Create a new identity that aligns with your ‘more movement’ challenge. There was a recent study that was done at Harvard with the Wonder Woman Pose. Just by standing with your chin up and your legs apart and your hands on your hips for 2 minutes, you will change your attitude about yourself. And once you change your identity, you will change your actions and your decisions. What identity do I choose? “I am a strong woman with a beautiful brain.”

Our Everyday Chores Are Movement

You might have to fire the maid, let the cook go, as well as the butler and the gardener – if you have them. In 2022, a large international study that tracked the health of more than half a million people showed that the simple act of performing household chores like cooking, cleaning and washing the dishes can cut the risk of dementia by a stunning 21%.

Movement Plus Movement = More Movement

Attach more movement to what you already do. Be creative and make it fun. When washing dishes, you can do some toe stretches, or when vacuuming the floor shake some bootie. When cleaning the cupboards, hold up the tin cans and do some weight lifting. As you work in the garden, do more bends and stretches. You can even do a tight rope walk through your rows of corn.

There Is Power in One More

As we work to put more movement in our lives, we should brand this mantra in our brains: “There is power in ‘just one more’.” Park one more parking place further away, walk one more block, do one more sit-up, just one more push-up, one more lap in the pool. One more time up and down the stairs. Always be thinking, “one more…  just one more.” There is power in one more.

Reminders

We are often sedentary throughout our days without even taking notice. Set the alarm on your phone or your kitchen timer to remind yourself to get up and move more.

Play More to Move More

Kids are such a great example of play. They show us that movement is fun. When we were young, we were let out that classroom door and every child there started running, jumping, playing teether ball, swinging, climbing the monkey bars, playing baseball, volleyball or tag.

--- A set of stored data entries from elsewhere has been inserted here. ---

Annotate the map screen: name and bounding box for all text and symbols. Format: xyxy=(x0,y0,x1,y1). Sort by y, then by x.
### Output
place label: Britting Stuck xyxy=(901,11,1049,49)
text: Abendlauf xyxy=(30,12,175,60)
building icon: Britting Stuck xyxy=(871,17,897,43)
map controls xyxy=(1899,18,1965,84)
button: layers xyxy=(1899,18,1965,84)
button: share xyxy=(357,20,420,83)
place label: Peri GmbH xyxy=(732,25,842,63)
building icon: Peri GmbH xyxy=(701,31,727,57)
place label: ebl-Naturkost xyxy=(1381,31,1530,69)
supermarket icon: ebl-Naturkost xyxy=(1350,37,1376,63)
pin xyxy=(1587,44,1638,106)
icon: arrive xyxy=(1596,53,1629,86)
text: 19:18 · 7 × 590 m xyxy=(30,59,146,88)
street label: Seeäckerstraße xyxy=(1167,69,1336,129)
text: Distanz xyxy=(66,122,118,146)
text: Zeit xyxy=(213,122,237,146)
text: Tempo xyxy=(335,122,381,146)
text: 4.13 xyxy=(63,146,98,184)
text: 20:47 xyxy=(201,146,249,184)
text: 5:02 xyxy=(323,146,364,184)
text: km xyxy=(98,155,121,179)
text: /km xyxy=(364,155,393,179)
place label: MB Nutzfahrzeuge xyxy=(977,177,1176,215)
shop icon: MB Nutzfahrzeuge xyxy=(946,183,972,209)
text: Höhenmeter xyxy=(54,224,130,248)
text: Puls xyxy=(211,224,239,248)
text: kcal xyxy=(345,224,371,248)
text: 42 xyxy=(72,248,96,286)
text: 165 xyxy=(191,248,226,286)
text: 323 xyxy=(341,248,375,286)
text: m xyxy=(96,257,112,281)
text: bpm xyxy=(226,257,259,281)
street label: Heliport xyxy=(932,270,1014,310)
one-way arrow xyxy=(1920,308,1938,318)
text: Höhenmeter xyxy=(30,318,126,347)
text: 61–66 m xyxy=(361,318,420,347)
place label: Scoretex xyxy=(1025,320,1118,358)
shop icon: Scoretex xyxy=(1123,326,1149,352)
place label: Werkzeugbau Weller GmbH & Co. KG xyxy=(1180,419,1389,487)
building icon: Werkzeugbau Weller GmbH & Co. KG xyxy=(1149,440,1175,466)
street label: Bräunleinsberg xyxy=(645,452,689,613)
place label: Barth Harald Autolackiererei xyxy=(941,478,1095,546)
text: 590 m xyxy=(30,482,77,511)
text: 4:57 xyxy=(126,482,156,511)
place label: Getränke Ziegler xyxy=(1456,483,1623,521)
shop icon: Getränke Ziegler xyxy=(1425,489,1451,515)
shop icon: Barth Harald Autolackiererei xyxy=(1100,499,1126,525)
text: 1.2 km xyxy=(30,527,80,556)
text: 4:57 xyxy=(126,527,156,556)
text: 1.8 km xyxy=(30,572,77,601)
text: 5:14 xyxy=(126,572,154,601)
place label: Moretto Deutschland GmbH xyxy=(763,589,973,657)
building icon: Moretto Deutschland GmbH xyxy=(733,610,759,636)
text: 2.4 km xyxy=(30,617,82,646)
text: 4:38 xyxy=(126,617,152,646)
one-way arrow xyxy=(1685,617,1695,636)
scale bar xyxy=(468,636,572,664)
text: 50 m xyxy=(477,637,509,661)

It was fun! Remember?

Resurrect that feeling. When was the last time you played in the ocean? Go out and buy yourself a Hoola-hoop! Play ping pong, pickleball, golf, and shoot some hoops. Have some fun!

Mix It Up

Walk, dance, stretch, step, bend, push, pull, lift, open, close, sit, stand, balance on one leg, shake your bootie and strut your stuff.

Find Support

Make your movement more social. A daily walk with a friend is so much more fun, and shooting hoops and playing four-square with your grandkids makes for a great day, and a more beautiful brain.

Assessment

Use a Fitbit, your phone or other mechanism to help you measure your additional movements, steps, and successes.

Celebrate Your Wins!

Give yourself credit; every small step gets you closer to your destination!

My friends, let’s come to our SENSES and take care of the basics. Moving More will transform our minds and our brain health. So, let’s move it!

Stand up now and give us a ‘Wonder Woman’ pose!

As always, consult a doctor before making any changes to your exercise and/or movement routine.

Let’s Have a Conversation:

Won’t you share some of your tips and challenges for moving more? Is movement part of your daily life? Do you think you’re ready to switch your mindset from “exercise” to “movement”?